My method was to start with a small test bed of Office documents (one .doc, one .xls, and one .ppt). I got these from the OPF format corpus. I wanted to carry out a simple before-and-after comparison. First I profiled all the documents before upload, and pasted all the metadata into my table.

Then I tried three operations using SharePoint: (1) Drag and drop (2) Edit in the Browser (3) Edit in Word. The first one is simply moving (copying) the document from Windows Explorer into the SharePoint environment. The editing operations refer to the two options available: “make quick changes in the Browser”, or launch the application for more functionality. (2) suggests there is a web-based version of Word, Excel and PowerPoint which doesn’t quite have all the functions you’d expect, but still enables a user to carry out some limited edits.

After each action, there was a change to the test object. I downloaded the changed object in each case, and ran Apache Tika to see what the profiles looked like. I then pasted all the results into my table so I could make comparisons.

Click to download comparative tables

What changed?

There’s a number of changes which you can see if you download my tables. Look at comparativetable.xlsx.

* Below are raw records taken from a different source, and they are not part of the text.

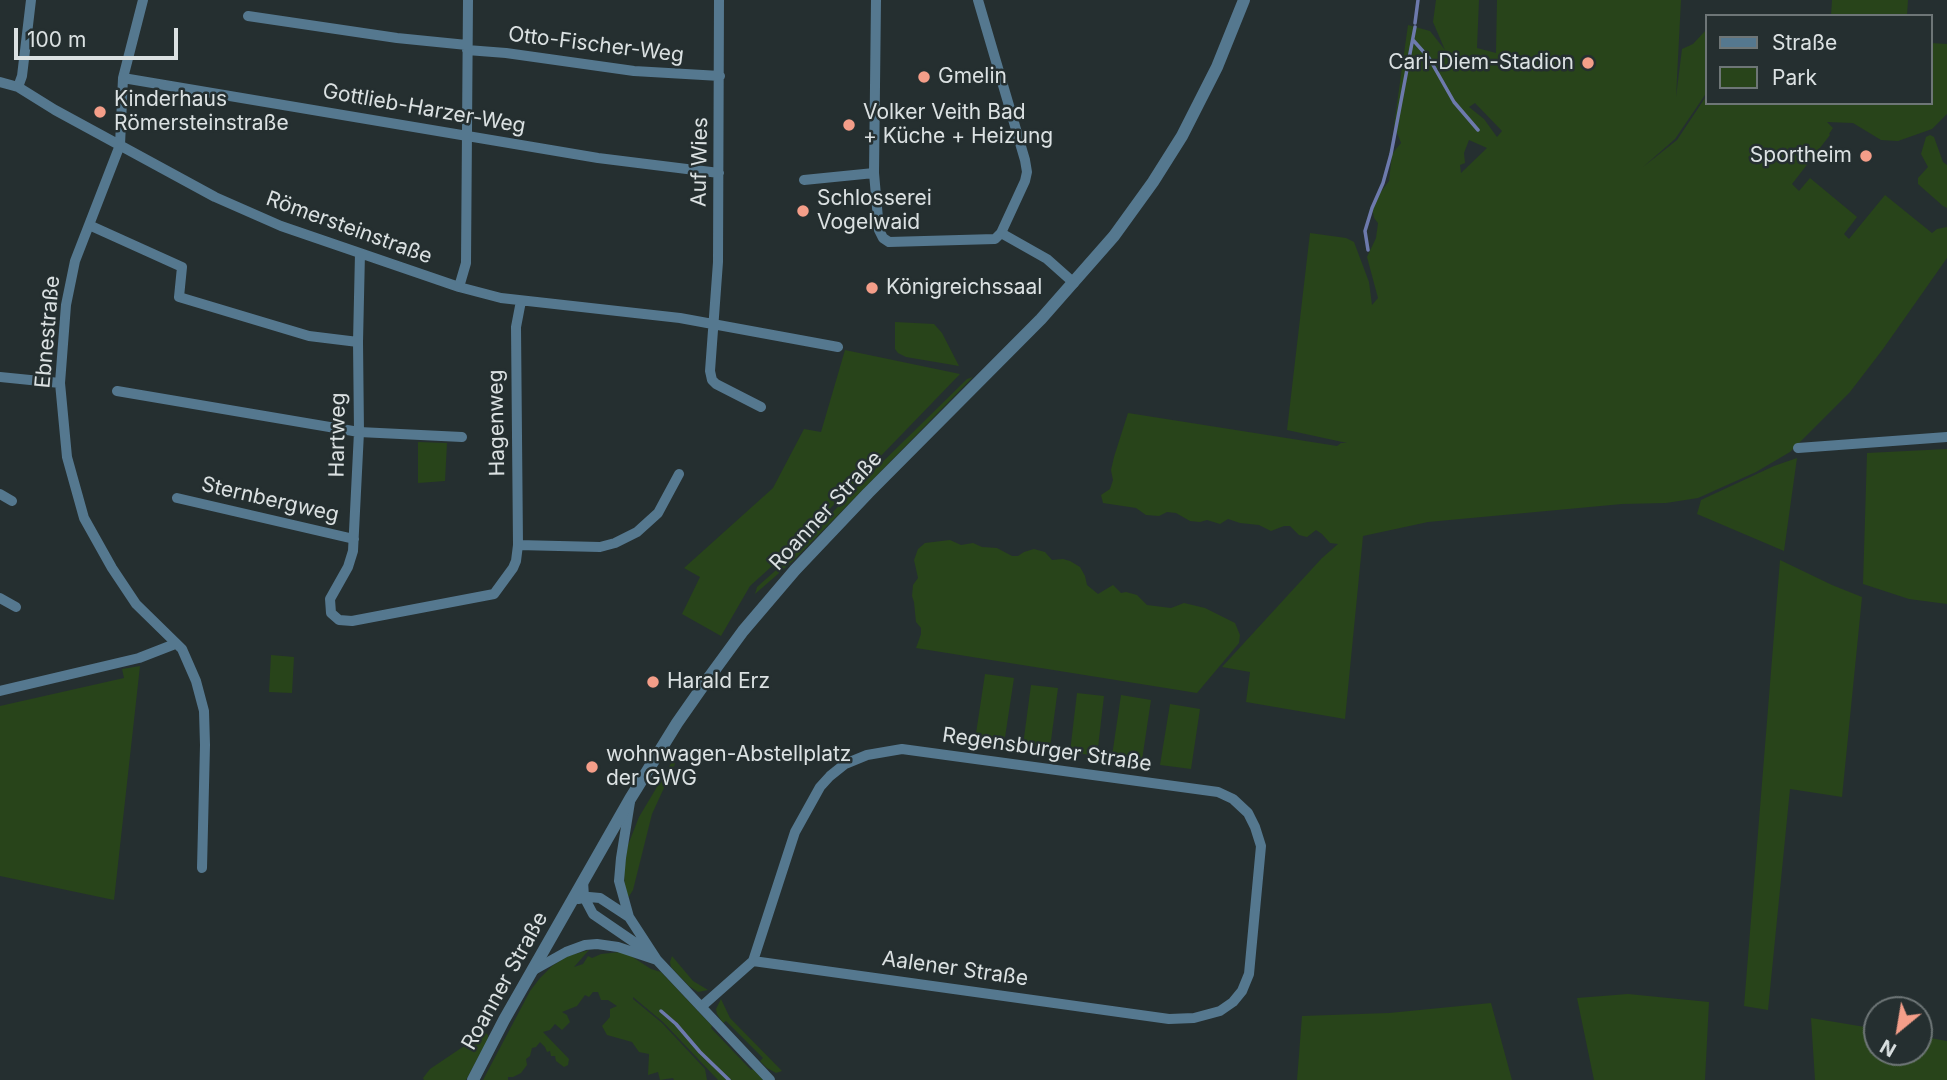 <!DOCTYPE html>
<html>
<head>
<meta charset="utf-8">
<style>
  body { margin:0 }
  #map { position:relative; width:1947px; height:1080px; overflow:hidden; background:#252f30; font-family:Inter,sans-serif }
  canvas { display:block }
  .legend { position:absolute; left:1705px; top:14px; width:228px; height:91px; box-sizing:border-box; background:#252f30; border:2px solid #6e7677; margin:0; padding:9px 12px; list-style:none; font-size:21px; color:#dbe1e2 }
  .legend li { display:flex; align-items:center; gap:14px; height:35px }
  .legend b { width:35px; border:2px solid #6e7677 }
  .north { position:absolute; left:1863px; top:996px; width:70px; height:70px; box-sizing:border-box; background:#252f30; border:2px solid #6e7677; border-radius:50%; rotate:210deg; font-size:19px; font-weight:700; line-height:28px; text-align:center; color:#dbe1e2 }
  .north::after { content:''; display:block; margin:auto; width:24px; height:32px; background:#f49e89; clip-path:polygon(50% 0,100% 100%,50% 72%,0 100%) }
  .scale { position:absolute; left:14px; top:28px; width:164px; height:32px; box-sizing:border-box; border:4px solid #dbe1e2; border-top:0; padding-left:9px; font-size:21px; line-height:24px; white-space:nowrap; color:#dbe1e2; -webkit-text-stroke:5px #252f30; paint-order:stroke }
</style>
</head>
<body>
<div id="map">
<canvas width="1947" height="1080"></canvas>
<ul class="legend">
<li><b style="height:9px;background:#55788f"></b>Straße</li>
<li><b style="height:19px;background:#28441a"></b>Park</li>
</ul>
<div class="north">N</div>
<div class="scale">100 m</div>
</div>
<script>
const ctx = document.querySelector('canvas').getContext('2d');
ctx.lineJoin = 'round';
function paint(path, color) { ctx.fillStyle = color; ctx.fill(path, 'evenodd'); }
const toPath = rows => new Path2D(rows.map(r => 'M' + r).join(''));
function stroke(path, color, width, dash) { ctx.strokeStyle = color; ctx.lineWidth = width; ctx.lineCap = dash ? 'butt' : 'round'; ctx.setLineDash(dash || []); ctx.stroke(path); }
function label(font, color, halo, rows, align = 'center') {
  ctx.font = font + ' Inter,sans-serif'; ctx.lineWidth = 5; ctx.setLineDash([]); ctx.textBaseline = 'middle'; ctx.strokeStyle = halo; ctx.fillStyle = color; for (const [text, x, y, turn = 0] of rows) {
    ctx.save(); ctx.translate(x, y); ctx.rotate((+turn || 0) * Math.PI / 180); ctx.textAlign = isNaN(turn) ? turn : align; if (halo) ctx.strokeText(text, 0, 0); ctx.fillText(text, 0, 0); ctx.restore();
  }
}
paint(toPath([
  [1436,0,1479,0,1477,48,1496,53,1497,0,1681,0,1676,97,1682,49,1693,44,1706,30,1707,92,1675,139,1643,167,1677,140,1707,95,1707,103,1931,103,1931,43,1947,44,1947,114,1932,129,1898,141,1881,140,1853,123,1827,122,1833,128,1829,134,1830,135,1792,184,1799,191,1810,178,1857,217,1844,234,1849,239,1885,195,1932,233,1937,229,1947,227,1947,258,1883,349,1850,392,1790,452,1756,472,1698,498,1666,503,1622,504,1428,522,1363,536,1345,719,1246,702,1250,672,1222,667,1322,558,1338,544,1330,543,1322,534,1316,530,1307,537,1299,535,1290,526,1284,526,1271,531,1259,525,1240,523,1228,519,1220,524,1207,520,1200,522,1190,521,1176,513,1167,512,1159,516,1146,515,1136,508,1103,503,1101,495,1110,489,1113,480,1111,470,1114,457,1128,413,1337,446,1341,443,1347,443,1287,430,1310,233,1346,238,1354,242,1369,282,1372,305,1378,298,1367,257,1376,238,1378,223,1374,218,1372,208,1380,193,1389,181,1392,154,1401,143,1394,125,1408,25,1430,31,1445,50,1433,22],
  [1475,103,1502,131,1497,137,1484,119,1469,107],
  [1469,140,1487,148,1461,173,1460,165,1465,163,1464,153],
  [1832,0,1908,0,1907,16,1831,16],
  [1930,135,1934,137,1943,162,1947,165,1947,208,1943,206,1918,184,1918,178,1928,167,1921,154,1926,137],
  [895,322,934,324,942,333,959,366,906,357,898,353,895,349],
  [845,350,960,374,792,548,750,586,721,636,682,614,700,577,684,568,773,488,804,429,821,432],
  [973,377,793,561,755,594,757,587,793,555,847,497,967,379],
  [418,442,447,443,445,481,418,483],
  [1947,449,1947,604,1909,599,1863,584,1867,453],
  [1797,458,1784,551,1697,514,1701,500,1774,466],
  [950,540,961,545,973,543,982,547,997,548,1012,556,1018,556,1024,552,1034,549,1045,552,1052,560,1063,559,1070,561,1080,567,1085,576,1087,585,1098,594,1113,585,1121,593,1126,592,1137,595,1147,605,1171,608,1184,603,1205,608,1235,623,1240,635,1239,643,1197,693,916,648,921,634,921,628,916,622,914,602,912,596,913,585,918,578,914,560,918,549,925,543],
  [1780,560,1832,585,1862,597,1842,797,1790,789,1768,1010,1744,1006],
  [271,655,294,657,292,693,269,692],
  [140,666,114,900,0,876,0,706,124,678,122,669],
  [985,674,1014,678,1004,744,975,740],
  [1031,685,1058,688,1050,748,1023,745],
  [1077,693,1104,696,1097,756,1070,752],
  [1121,695,1151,700,1142,760,1112,756],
  [1170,704,1200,709,1191,769,1160,765],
  [673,760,675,761,675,764,652,814,633,890,628,898,625,891,624,870,628,845,639,817],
  [589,950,574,967,583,964,588,956,592,958,601,954,620,952,631,956,651,969,661,972,712,1026,711,1028,751,1070,753,1069,763,1080,718,1080,663,1022,633,997,633,999,662,1023,705,1069,707,1080,674,1080,673,1078,660,1080,658,1072,648,1075,649,1054,639,1052,632,1042,607,1035,602,1026,610,1017,610,1009,617,1006,608,1000,601,1000,598,992,593,992,589,997,585,995,577,1006,562,1012,567,1015,570,1022,562,1030,555,1024,550,1030,543,1032,569,1059,568,1065,564,1067,556,1061,555,1056,551,1056,550,1051,547,1052,545,1047,540,1042,536,1047,532,1048,530,1056,526,1059,527,1065,521,1073,513,1077,508,1077,508,1080,483,1080,530,991,540,978,552,966,568,956],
  [672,956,693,981,708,990,698,992,689,986,671,967,670,962],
  [1628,994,1709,1002,1705,1080,1594,1080,1577,998],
  [721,999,730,1018,782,1071,776,1073,767,1068,760,1061,763,1058,726,1021,723,1023,717,1014,716,1009],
  [1491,1003,1512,1080,1297,1080,1302,1016,1389,1013],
  [1811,1018,1877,1029,1877,1052,1919,1052,1919,1036,1947,1041,1947,1080,1815,1080],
  [485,1032,488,1035,488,1039,466,1080,424,1080,423,1078,430,1069]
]), '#28441a');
stroke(toPath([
  [1415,23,1418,0],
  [1413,40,1429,58,1454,102,1478,130],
  [1368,250,1365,231,1372,208,1383,183,1391,154,1415,27],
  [661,1011,676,1024,700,1052,729,1080]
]), '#6d7aad', 3.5);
stroke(toPath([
  [143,0,123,78,120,145,75,261,66,305,60,383,67,457,84,518,112,568,136,604,182,649,196,681,204,711,205,745,202,868],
  [719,0,718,262,710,371,712,380,716,384,761,407],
  [876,0,874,173,879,230,883,238,889,242,995,239,1001,233,1025,181,1027,172,1025,160,978,0],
  [248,16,397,38,467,45],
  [467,50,506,53,634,71,720,76],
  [123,78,598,158,719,173],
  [0,82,18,87,55,110,215,197,281,226,459,287,501,298,680,318,838,347],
  [18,87,22,76,31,0],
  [804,180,874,173],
  [89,225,182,267,179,297,309,336,358,342],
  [1001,233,1047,259,1074,283],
  [360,253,358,342,359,432,353,551,348,567,330,599,331,613,339,620,352,621,494,594,513,568,516,561,518,545,516,327,521,301],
  [459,287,466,263,468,0],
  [0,377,60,383],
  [117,391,359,432,462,437],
  [1798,448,1947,437],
  [0,494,12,501],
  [177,498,354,539],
  [518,545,600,547,615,543,637,532,658,513,679,474],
  [0,598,16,607],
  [0,691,139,658,175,644],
  [630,802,621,858,619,881,629,917,657,960,770,1080],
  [583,881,584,897,593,914,650,953],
  [578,899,589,897,600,898,629,917],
  [532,971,566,952,585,945,597,944,618,947,657,960],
  [701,1007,753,961,1169,1019,1194,1018,1220,1011,1233,1002,1242,991,1249,974,1261,846,1255,827,1248,813,1233,799,1218,792,902,749,867,755,845,764,830,776,820,787,795,832,753,961]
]), '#55788f', 10);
stroke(toPath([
  [473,1080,504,1020,630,799,677,723,705,683,743,631,795,570,868,493,1041,319,1114,236,1153,182,1182,136,1217,67,1244,0]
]), '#55788f', 12);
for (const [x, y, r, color] of [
  [1588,63,7,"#f49e89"],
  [924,77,7,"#f49e89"],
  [100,112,7,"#f49e89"],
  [849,125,7,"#f49e89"],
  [1866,156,7,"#f49e89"],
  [803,211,7,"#f49e89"],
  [872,288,7,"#f49e89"],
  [653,682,7,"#f49e89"],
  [592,767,7,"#f49e89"]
]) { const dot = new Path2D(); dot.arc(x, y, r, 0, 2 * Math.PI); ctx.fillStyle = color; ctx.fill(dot); stroke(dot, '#252f30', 2.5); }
label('21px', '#dbe1e2', '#252f30', [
  ["Otto-Fischer-Weg",596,45,7],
  ["Gottlieb-Harzer-Weg",424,109,10],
  ["Auf Wies",700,162,-89],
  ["Römersteinstraße",349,228,20],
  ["Ebnestraße",48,332,-85],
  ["Hagenweg",497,423,-91],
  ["Hartweg",338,435,-89],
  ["Sternbergweg",270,500,13],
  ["Roanner Straße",826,511,-47],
  ["Regensburger Straße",1047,750,8],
  ["Aalener Straße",955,969,8],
  ["Roanner Straße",505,981,-61]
]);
label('21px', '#dbe1e2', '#252f30', [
  ["Carl-Diem-Stadion",1574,63,"right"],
  ["Gmelin",938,77],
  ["Kinderhaus",114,100],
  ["Römersteinstraße",114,124],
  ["Volker Veith Bad",863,113],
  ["+ Küche + Heizung",863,137],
  ["Sportheim",1852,156,"right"],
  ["Schlosserei",817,199],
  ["Vogelwaid",817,223],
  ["Königreichssaal",886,288],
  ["Harald Erz",667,682],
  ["wohnwagen-Abstellplatz",606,755],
  ["der GWG",606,779]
], 'left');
</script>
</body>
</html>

The most obvious and profound change is to the dates, especially the date of creation. This property remains unchanged if we just drag and drop; but when we start editing, either in browser or in application, the date of creation appears to change to the date when editing was carried out. The PowerPoint file kept its date of creation, but the other two didn’t; so now the only evidence we have of original dates is in the “Date Printed” property.

The second profound change is to the file size. In each case, this changed quite noticeably; even the act of dragging and dropping introduced a change to file size. Given the fact that the checksum is also new, it looks as though SharePoint is creating a new digital object in some way, and “injecting” it with something (I have no idea what) that makes it larger.

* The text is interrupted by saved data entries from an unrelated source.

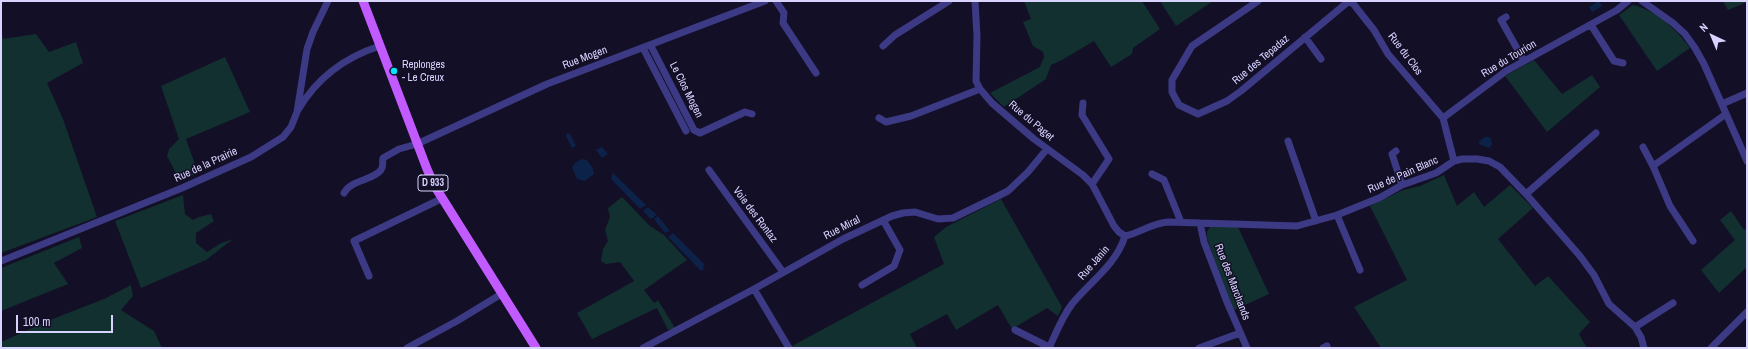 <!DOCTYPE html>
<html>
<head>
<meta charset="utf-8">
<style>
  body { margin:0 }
  #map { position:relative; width:1748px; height:349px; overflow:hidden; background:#130f26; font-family:"Archivo Narrow",sans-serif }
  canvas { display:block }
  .frame { position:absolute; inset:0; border:2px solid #d9d4ff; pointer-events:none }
  .north { position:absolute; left:1692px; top:16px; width:40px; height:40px; -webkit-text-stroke:3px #130f26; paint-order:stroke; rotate:316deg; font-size:11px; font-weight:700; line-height:16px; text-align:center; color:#d9d4ff }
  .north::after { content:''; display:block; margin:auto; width:14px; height:18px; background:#d9d4ff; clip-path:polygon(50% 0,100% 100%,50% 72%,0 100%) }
  .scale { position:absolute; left:16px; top:315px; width:97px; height:18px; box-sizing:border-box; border:2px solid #d9d4ff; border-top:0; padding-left:5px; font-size:12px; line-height:14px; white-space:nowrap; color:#d9d4ff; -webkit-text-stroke:3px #130f26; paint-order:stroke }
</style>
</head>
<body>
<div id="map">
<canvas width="1748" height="349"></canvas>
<div class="frame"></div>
<div class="north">N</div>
<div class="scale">100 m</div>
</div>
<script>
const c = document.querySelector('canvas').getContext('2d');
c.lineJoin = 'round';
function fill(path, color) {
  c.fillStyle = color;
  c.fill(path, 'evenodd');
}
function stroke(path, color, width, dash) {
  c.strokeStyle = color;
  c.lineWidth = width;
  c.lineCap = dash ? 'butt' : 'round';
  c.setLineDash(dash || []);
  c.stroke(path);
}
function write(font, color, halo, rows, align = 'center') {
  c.font = font + ' "Archivo Narrow",sans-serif';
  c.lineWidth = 3;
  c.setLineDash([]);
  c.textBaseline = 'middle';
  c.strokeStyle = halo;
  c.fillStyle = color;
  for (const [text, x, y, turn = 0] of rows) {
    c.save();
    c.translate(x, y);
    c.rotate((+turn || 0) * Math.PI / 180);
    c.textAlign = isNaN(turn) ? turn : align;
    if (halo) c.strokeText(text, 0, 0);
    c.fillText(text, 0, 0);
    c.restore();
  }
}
const green = new Path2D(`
  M1024,1h118l18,28 -27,19 -1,6 -21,13 -17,-26 -32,19 -11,5 -5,14 -42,28 -14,-14 50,-26 4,-10 -1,-5 -10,-6 -10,-24 8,-3z
  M1160,1h53l-37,25z
  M1723,1h24v1l-19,8z
  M1633,5c24,6 43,24 57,43l-33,23 -38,-56z
  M1,31l2,8 33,-5 13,18 27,-10 7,21 -36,20 16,36 34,98 -96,36z
  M225,57l25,55 -64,27 12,34 -16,7 -4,-3 -11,-21 2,-7 10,-10 -18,-53z
  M1534,60l28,34 30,-19 8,12 -53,45 -42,-56z
  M1444,175l13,31 17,-14 10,15 26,-22 23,23 -35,31 37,47 13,-10 42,46 -11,12 8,14h-206l-27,-41 53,-27 -37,-74 33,-16 17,-4z
  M183,195l2,19 8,6 6,-3 12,-3 3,7 -18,12v10l11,9 14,-9 12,-4 -27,21 -65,28 -26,-67z
  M622,197l28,29 14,9 23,25 -43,30 10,13 4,-3 17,28 -7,2 -11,-22 -65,31 -15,-26 57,-32 -14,-19 -14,2 -5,-3 2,-12 5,-8 -3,-11 5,-13 -2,-9z
  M1001,199l61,108 -4,9 -11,-8 -35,21 -14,-24 -42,25 -9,-16 -37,20 7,14h-124l-1,-2 152,-82 -10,-27 12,-10z
  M1731,211l13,19 3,-2v39l-28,26 -18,-23 34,-30 -15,-20z
  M1210,227h28l31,67 -37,17 -25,-73v-6z
  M79,237l3,11 -28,15 14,21 -67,27v-43z
  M131,285l2,11 -12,14 33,21 8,17h-161v-6l49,-22 54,-21z`);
const water = new Path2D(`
  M1595,1h4l3,5 -10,6 -3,-5 7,-4z
  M567,133l3,1 6,12 -4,2 -6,-12z
  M1485,137h4l2,2 1,6 -3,3 -10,-4v-3z
  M602,147l6,7 -6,4 -6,-8z
  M582,159l5,1 6,8 1,6 -9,7 -8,-2 -5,-12 4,-5z
  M613,173l33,32 -6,4 -29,-30z
  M648,207l9,8 -6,4 -8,-8z
  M658,216l12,15 -5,2 -11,-14z
  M673,233l32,32 -2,1 1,3 -3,2 -33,-34z`);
const minor = new Path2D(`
  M776,1l8,12 -1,10 33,50
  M975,1l2,35 -1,45 4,8 12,14 42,36 49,36 9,9 22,42 5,6 6,4
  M1258,1l-66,45 -20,34v12l7,13 19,9 29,-13 14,-10 108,-90
  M1351,1l23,29 14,24 55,64
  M1642,1l31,22 12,11 10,14 9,16 43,97
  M1506,17l-5,3 23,41
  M1591,25l23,36 9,2
  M1305,37l16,22
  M651,46l43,84 6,3 45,-21 7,2
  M883,46l12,-11 54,-34
  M643,48l43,83
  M1083,103l-1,12 27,44 -17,25
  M1722,104l25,-11
  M298,110c19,-32 47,-53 82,-64
  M879,118l7,4 25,-6 69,-27
  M1288,141l28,80
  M1643,147l10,19
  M1396,151l-4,3 10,31
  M1454,161l-11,-43 63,-47 111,-61 11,-9
  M709,170l74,102
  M1152,174l12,6 17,42
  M344,193c8,-14 28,-12 37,-23 3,-4 1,-8 2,-12l16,-9 18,-5 130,-60 218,-83
  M1526,194l70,-61
  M1337,215l23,55
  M1200,223l4,19 23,60 20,46
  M1693,241l-23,-35 -17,-40 73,-52
  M1,261l181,-73 69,-31 32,-20 8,-10 6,-15 10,-63 6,-17 15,-31
  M369,276l-15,-35 89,-43
  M862,285l32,-19 6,-16 -17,-30
  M754,289l35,59
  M1635,327l38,-24
  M1015,330l34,17
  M407,348l50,-27 46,-28
  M643,348l111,-59 89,-50 49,-23 11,-3 12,-1 23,7 15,-1 37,-18 18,-9 20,-19 19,-23
  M1049,348c7,-15 13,-31 23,-44 19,-23 44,-39 53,-68 15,-3 27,-13 43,-14l129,4 40,-11 42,-17 23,-13 34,-12 18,-12 8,-2h15l12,2 11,6 26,27 54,62 14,19 15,29 26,23 6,10 3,11
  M1199,348l41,-15
  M1323,348l4,-2
  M1711,348l36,-36`);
const major = new Path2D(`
  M363,1l64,168 7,16 102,163`);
const markers = [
  [394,71,4,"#00e5ff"]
];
const shields = [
  [433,183,30]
];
const shieldNames = [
  ["D 933",433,183]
];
const streetNames = [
  ["Rue du Clos",1405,54,53],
  ["Rue Mogen",585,58,-21],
  ["Rue du Tourion",1509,59,-31],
  ["Rue des Tepadaz",1261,60,-40],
  ["Le Clos Mogen",686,90,63],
  ["Rue du Paget",1031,121,40],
  ["Rue de la Prairie",206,165,-25],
  ["Rue de Pain Blanc",1403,175,-24],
  ["Voie des Rontaz",755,215,53],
  ["Rue Miral",842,228,-27],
  ["Rue Janin",1094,263,-49],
  ["Rue des Marchands",1232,282,69]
];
const poiNames = [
  ["Replonges",402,65],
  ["- Le Creux",402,78]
];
fill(green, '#12302f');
fill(water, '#0c2248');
stroke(minor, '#3d3a85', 7);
stroke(major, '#c25bff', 9);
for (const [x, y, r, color] of markers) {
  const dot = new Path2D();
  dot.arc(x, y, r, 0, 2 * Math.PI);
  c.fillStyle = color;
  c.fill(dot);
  stroke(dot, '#130f26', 1.5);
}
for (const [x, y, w] of shields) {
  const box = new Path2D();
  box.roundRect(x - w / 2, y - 8, w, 16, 3);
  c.fillStyle = '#130f26';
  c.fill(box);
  stroke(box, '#d9d4ff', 1);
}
write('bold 10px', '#d9d4ff', null, shieldNames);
write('11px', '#d9d4ff', '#130f26', streetNames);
write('11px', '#d9d4ff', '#130f26', poiNames, 'left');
</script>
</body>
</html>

We’ve also tended to lose properties like Last-Author, which can get overwritten in SharePoint. In one exceptional case, there’s also a puzzling report on the page count of my Word Document, which mysteriously changes from 1 page to 29 pages.

What about newer documents?

So far so good. However, this experiment has been applied to “old” Microsoft Documents, by which I mean documents authored before the introduction of the Office Open XML standard. I thought I had better try out the same experiments with some more recent documents, and so selected a testbed of one .docx file, one pptx file, and one .xlsx file. The same before and after actions as above were carried out. Results are available in my second table, comparativetable_2.xlsx.

This time the changes were nowhere near as profound. In each case, the Date of Creation is intact, a result likely to reassure obsessive archivists like myself. There are still some minor losses but most of the elements highlighted in red are as expected (i.e. they reflect that fact that editing took place). However, SharePoint evidently still continues to “inject” something to make the files change size.

What’s going on?

One thing that might be happening here is not limited to SharePoint, but reflects Microsoft’s commitment to forward compatibility. When you launch an old MS Document in a more recent version of the application, it offers to perform file conversion for you. The user receives notification messages that this is happening. Matter of fact we received such notifications in the course of this experiment, such as these:

One result of this is that SharePoint now helpfully stores two iterations of your file for you. One of them is the “original”, the other is the “conversion”. However, the extent of reporting on changes is restricted to a rather vague generic message about “changes to the layout”. Well, if my tests indicate anything, it’s more than just a layout change.

Does any of this matter?

From a digital preservation point of view, I would say yes it does. I don’t think any of us would be too happy about a process that seems to over-write the date of creation of a resource; and more to the point doesn’t really tell us that the change is happening.

I don’t think I need stress the importance of dates for record-keeping, and other embedded properties may also add value. Indeed, one approach to digital preservation as it applies to file formats is to carry out extensive profiling of ingested files, extract and copy the metadata, and store it within the Archival Information Package. If we’re even more clever, we can parse the properties into separate fields and manage them in a preservation database.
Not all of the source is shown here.